Stability of three-layer differential-difference schemes with weights in the space of summable functions with supports in a network-like domain

The work is a natural continuation of the authors' earlier studies in the analysis of the conditions for the weak solvability of one-dimensional initial-boundary value problems with a space variable changing on a graph (network) in the direction of increasing the dimension $n$ ($n>1$) of the network-like domain of change of this variable. The first results in this direction (for $n = 3$) were obtained by one of the authors for the linearized Navier – Stokes system, later for a much more complex nonlinear Navier – Stokes system. The analysis was carried out in the classical way, using a priori estimates for the norms of weak solutions in Sobolev spaces of functions. In this study (for arbitrary $n>1$) another approach is proposed to obtain conditions for the weak solvability of linear initial-boundary value problems reduction of the original problem to a differential-difference system, the idea of which goes back to E. Rothe's method of semi-discretization of the initial-boundary value problem by temporary variable. A differential-difference system of equations with weighted parameters and its corresponding three-layer differential-difference scheme (a set of schemes) are considered.
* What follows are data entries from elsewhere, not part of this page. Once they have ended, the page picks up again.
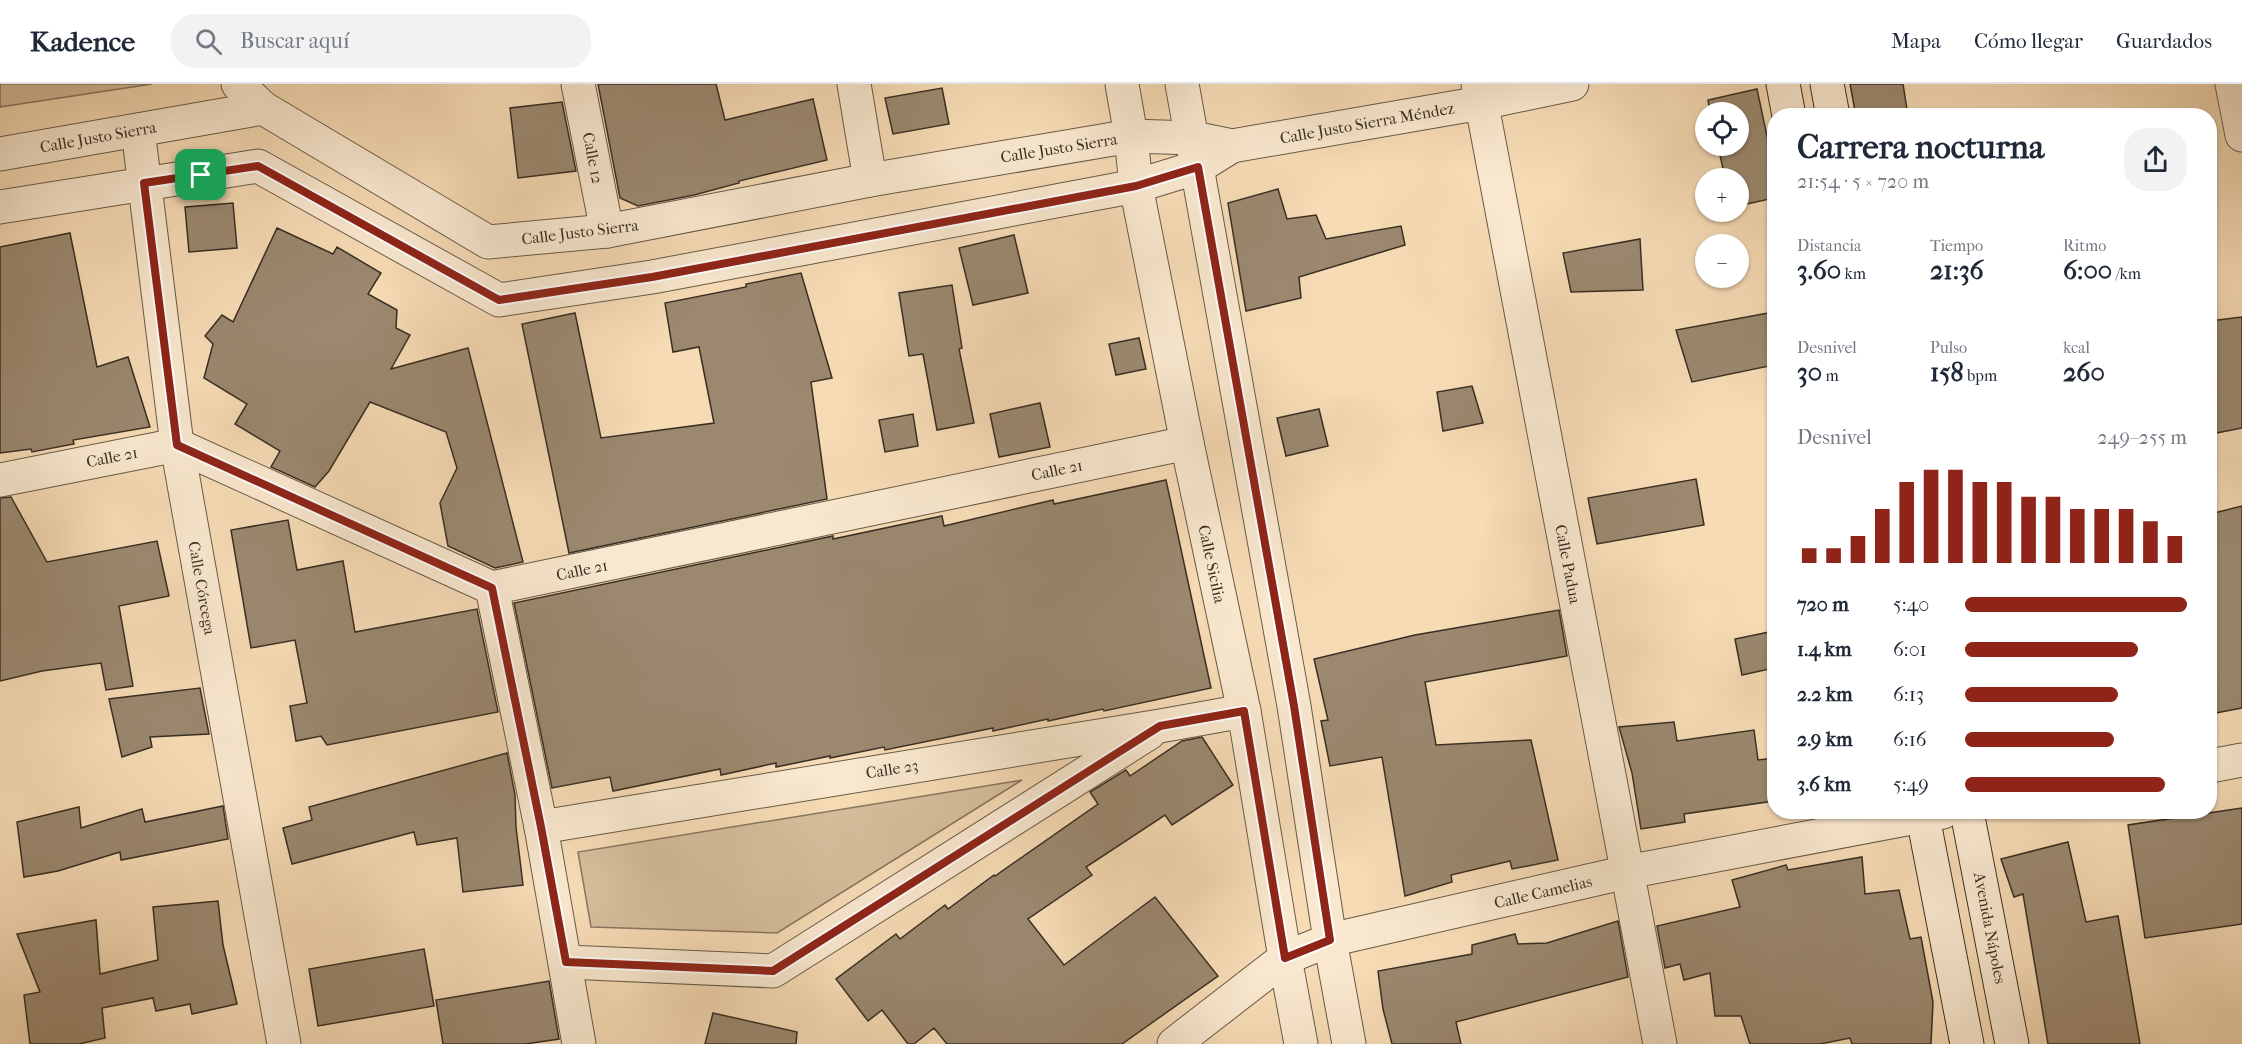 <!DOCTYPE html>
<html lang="es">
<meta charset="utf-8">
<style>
:root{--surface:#fff;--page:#f2f2f3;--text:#1f2937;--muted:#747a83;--line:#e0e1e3;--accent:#8f2418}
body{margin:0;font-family:"IM FELL French Canon",serif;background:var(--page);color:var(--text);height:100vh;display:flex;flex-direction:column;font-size:22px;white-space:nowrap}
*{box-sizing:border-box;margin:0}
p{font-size:20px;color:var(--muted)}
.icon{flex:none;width:33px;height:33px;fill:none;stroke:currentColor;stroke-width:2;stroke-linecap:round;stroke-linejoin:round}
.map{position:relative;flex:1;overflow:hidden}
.sheet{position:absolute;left:1767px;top:24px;width:450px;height:711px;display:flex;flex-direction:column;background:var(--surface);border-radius:24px;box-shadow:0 2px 4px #0004}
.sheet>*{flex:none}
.controls{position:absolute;left:1695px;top:18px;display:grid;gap:12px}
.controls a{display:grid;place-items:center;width:54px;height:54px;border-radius:50%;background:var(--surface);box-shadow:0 2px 4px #0004;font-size:30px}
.pin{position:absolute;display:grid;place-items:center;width:51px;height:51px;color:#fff;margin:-26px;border-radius:12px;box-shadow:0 3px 9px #0006}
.round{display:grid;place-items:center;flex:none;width:63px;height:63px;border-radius:24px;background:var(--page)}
.overview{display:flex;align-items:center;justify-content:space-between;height:102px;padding:0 30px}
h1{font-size:33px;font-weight:700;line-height:45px}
.metrics{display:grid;grid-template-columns:repeat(3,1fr);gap:9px;height:102px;padding:6px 30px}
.metrics div{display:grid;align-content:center}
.metrics b{font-size:26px;font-weight:700}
.metrics small{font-size:16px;font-weight:400}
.metrics p{font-size:16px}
.chart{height:168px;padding:12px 30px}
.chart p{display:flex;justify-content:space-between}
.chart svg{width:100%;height:108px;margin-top:6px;stroke:var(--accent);stroke-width:6}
ul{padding:0 30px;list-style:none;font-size:20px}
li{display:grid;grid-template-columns:96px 72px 1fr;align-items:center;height:45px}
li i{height:15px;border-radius:8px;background:var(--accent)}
header{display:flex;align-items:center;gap:36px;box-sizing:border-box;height:84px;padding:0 30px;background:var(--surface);border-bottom:2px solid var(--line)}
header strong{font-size:28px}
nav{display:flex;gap:33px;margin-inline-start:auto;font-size:21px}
.search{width:420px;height:54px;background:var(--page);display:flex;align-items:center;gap:15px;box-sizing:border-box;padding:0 21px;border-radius:24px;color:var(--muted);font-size:22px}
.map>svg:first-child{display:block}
.green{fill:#d6be9c;stroke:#877660;stroke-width:1.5}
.building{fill:#9b886f;stroke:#382f24;stroke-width:1.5}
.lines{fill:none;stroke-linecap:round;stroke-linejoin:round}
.street-casing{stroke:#685a48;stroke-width:35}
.secondary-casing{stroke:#382f24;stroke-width:35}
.street{stroke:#f9e8cf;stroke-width:33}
.secondary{stroke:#f9e8cf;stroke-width:33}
.route-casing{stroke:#fff;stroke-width:12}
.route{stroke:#8f2418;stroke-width:8}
.labels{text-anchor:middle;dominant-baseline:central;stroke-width:4.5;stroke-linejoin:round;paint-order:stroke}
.street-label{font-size:16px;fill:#382f24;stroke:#f9e8cf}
</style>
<header>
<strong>Kadence</strong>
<div class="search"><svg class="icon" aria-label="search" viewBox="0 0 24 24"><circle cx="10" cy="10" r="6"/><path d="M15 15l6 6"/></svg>Buscar aquí</div>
<nav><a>Mapa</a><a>Cómo llegar</a><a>Guardados</a></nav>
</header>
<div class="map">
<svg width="2242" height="960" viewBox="0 0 2242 960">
<rect width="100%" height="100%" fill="#f6dbb5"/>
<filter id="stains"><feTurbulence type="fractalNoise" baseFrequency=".00333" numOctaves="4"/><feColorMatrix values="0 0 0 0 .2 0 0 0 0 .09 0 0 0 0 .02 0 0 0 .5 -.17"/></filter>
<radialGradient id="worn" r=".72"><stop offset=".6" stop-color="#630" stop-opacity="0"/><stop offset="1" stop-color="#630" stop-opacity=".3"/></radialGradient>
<g class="green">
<polygon points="0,0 152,0 0,23"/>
<polygon points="1022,696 777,849 591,843 578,768"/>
</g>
<g class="building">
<polygon points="598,0 716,0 725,36 813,15 827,76 739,97 739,99 694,111 638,122 620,114"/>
<polygon points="1850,0 1903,0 1908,32 1856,32"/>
<polygon points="942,4 949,40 893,50 885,14"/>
<polygon points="1757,5 1774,85 1774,114 1738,122 1738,94 1725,94 1718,62 1738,62 1738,28 1710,28 1708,16"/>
<polygon points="562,18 576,87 518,94 510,24"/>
<polygon points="1278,105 1287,135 1316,131 1326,155 1401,142 1405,161 1299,193 1301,214 1246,227 1228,119"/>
<polygon points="233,119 237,164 189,168 185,123"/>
<polygon points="277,144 333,170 337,163 381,189 368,210 397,226 396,244 410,251 391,285 468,264 523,478 495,484 448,462 440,419 457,384 446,348 370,318 329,387 315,403 271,383 280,367 235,340 247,320 204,294 213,260 205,252 222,231 233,238"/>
<polygon points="70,149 97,283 128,273 150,343 73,356 74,360 32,368 31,365 0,369 0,163"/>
<polygon points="1014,151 1028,209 973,221 959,164"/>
<polygon points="1640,155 1643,206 1571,208 1563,169"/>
<polygon points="801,189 832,294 811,298 827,415 569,469 522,240 575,229 601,354 714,339 699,263 673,268 665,219 746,203 746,200"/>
<polygon points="952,201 962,264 959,265 974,339 937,346 923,270 909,272 899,209"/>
<polygon points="1774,228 1774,281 1692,298 1676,246"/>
<polygon points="2242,233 2242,344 2216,349 2210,320 2210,237"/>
<polygon points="1139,254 1146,285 1116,291 1109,260"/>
<polygon points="1472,302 1483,339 1443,347 1437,308"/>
<polygon points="1040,319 1050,363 999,373 990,330"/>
<polygon points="1319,325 1328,362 1286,372 1277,334"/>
<polygon points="913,330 918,362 885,368 879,336"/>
<polygon points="1696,395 1704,441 1597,460 1588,414"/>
<polygon points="1166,396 1211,604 1104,627 1103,625 1048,637 1048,635 993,647 993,644 885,666 884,663 830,674 830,672 776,683 776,679 721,691 720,685 613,707 610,693 552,704 514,519 833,452 833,455 942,432 944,442 1053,416 1054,420"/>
<polygon points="11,413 47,478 157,457 169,512 119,522 133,602 106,606 101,579 42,587 0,597 0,414"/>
<polygon points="2242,422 2242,624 2210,630 2210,430"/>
<polygon points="288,436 297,486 343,477 355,548 477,525 498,628 327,661 321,652 296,657 290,622 307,619 295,556 251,564 231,446"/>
<polygon points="1559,526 1567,572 1425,598 1436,661 1531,656 1558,776 1512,785 1510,777 1451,791 1452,798 1405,812 1382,673 1330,682 1321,637 1328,636 1314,575 1415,551"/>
<polygon points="1774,547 1774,584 1742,591 1735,555"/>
<polygon points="200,604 209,650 150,653 152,663 122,673 109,615"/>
<polygon points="1674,638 1677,657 1754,646 1758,676 1774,674 1774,717 1684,730 1685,738 1641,745 1632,689 1619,643"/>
<polygon points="1202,653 1233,701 1172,741 1165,731 1086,783 1092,791 1028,835 1064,881 1155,813 1218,892 1122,960 947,960 934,944 914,960 908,960 882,926 868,937 836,895 896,850 900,855 945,821 948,825 994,791 995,792 1098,720 1090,708 1126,686 1130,692 1182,657"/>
<polygon points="507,669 515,711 516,743 523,801 463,808 457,754 417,761 414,748 292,780 283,744 312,736 309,723"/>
<polygon points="223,722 228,755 121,776 120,768 58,787 24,793 17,738 79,723 81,744 142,725 145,738"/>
<polygon points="2242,724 2242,840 2145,854 2128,741"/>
<polygon points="2068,758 2086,838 2118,832 2140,960 2048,960 2023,810 2014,813 2001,775"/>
<polygon points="1862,773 1865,810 1899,806 1910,855 1921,853 1933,918 1931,960 1852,960 1850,954 1820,960 1750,960 1741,932 1715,932 1710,889 1684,896 1680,880 1665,884 1657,842 1740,823 1732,796 1786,781 1788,786"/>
<polygon points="218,817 223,861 237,920 192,930 190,920 156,927 153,914 102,924 105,954 79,960 30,960 24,911 40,908 17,850 96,836 100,890 158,876 153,823"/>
<polygon points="1618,837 1628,893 1456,938 1461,960 1392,960 1383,925 1378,887 1472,870 1472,861 1515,850 1518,860 1547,859"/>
<polygon points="424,865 434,922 318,942 309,885"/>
<polygon points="549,897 559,955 525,960 443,960 436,916"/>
<polygon points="713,929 797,948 796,960 705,960"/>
</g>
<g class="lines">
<g class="street-casing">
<g id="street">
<polyline points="238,0 263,24"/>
<polyline points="578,0 607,147"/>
<polyline points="854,0 870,96"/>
<polyline points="1122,0 1131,52 1136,102 1187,359 1244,627 1285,874 1301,960"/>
<polyline points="1182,0 1294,622 1330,856 1349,960"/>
<polyline points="1478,0 1660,960"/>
<polyline points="2232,0 2242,51"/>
<polyline points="138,46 177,361 284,960"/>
<polyline points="0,70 263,24 488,158 607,147 870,96 1131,52 1193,54 1232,62 1481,19 1572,0"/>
<polyline points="0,123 258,82 499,216 652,193 1136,102 1198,83 1232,62"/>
<polyline points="0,396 177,361 492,504 1187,359"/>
<polyline points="492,504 541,743 579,960"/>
<polyline points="2210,682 2242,676"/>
<polyline points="541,743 1160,642 1244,627"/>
<polyline points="566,878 773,887 1149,649"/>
<polyline points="1174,960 1285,874 1330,856 1627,788 1943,728"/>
</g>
</g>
<g class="secondary-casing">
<g id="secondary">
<polyline points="1783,0 1789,32"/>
<polyline points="1827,0 1833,32"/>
<polyline points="1922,728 1967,960"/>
<polyline points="1967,728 2012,960"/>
</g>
</g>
<use href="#street" class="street"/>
<use href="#secondary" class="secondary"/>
</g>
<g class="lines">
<g class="route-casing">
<polygon id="route" points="258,82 499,216 652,193 1136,102 1198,83 1294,622 1330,856 1285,874 1244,627 1160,642 773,887 566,878 541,743 492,504 177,361 144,99"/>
</g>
<use href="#route" class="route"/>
</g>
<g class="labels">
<g class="street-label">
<text transform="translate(1367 39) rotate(-10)">Calle Justo Sierra Méndez</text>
<text transform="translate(98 53) rotate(-10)">Calle Justo Sierra</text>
<text transform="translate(1059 64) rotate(-9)">Calle Justo Sierra</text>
<text transform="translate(593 74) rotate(79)">Calle 12</text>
<text transform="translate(580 148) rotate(-7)">Calle Justo Sierra</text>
<text transform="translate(112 373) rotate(-11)">Calle 21</text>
<text transform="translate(1057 386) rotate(-12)">Calle 21</text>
<text transform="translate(1212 480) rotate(78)">Calle Sicilia</text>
<text transform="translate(1568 480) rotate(79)">Calle Padua</text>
<text transform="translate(582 486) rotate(-12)">Calle 21</text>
<text transform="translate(202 504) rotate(80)">Calle Córcega</text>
<text transform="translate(892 685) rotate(-9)">Calle 23</text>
<text transform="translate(1543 808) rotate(-13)">Calle Camelias</text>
<text transform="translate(1990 844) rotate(79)">Avenida Nápoles</text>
</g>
</g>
<rect width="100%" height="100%" filter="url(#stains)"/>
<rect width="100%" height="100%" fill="url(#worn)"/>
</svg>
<div class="controls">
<a><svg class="icon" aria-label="locate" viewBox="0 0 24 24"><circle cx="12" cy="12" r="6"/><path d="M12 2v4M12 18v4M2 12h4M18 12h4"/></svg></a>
<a>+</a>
<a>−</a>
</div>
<div class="pin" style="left:201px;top:91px;background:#1e9e55"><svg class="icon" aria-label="arrive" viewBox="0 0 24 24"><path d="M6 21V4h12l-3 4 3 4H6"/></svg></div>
<section class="sheet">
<div class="overview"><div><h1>Carrera nocturna</h1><p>21:54 · 5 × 720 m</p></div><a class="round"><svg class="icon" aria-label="share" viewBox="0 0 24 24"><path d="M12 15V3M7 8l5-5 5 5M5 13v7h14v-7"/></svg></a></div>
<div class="metrics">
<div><p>Distancia</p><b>3.60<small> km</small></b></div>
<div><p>Tiempo</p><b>21:36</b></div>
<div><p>Ritmo</p><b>6:00<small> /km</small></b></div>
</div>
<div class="metrics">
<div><p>Desnivel</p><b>30<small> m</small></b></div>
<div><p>Pulso</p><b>158<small> bpm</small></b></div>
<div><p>kcal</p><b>260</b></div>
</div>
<div class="chart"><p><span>Desnivel</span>249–255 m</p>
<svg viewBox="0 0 160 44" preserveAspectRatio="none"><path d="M5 44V38M15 44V38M25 44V33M35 44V22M45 44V11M55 44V6M65 44V6M75 44V11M85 44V11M95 44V17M105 44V17M115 44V22M125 44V22M135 44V22M145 44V27M155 44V33"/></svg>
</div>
<ul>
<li><b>720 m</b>5:40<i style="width:100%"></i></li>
<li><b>1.4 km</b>6:01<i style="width:78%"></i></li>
<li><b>2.2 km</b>6:13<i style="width:69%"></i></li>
<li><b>2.9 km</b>6:16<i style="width:67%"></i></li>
<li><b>3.6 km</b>5:49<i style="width:90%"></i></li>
</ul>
</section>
</div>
The resulting system is an analog of the initial-boundary value problem for a parabolic type equation with a space variable changing in a network-like domain of an n-dimensional Euclidean space. The main aim is to establish a domain of the range of weight parameters that guarantees the stability of the differential-difference scheme (continuity by the initial data of the problem), to obtain estimates for the operator norms of the weak solutions of the scheme, to construct a sequence of solutions for a differential-difference system that is weakly compact in its state space. The latter is an important element when using numerical methods of analysis of a wide class of applied multidimensional problems and constructing computational algorithms for finding approximations to their solutions. The results are applicable in applied optimization problems arising from modeling network processes of continuum transport with the help of the formalisms of differential-difference systems.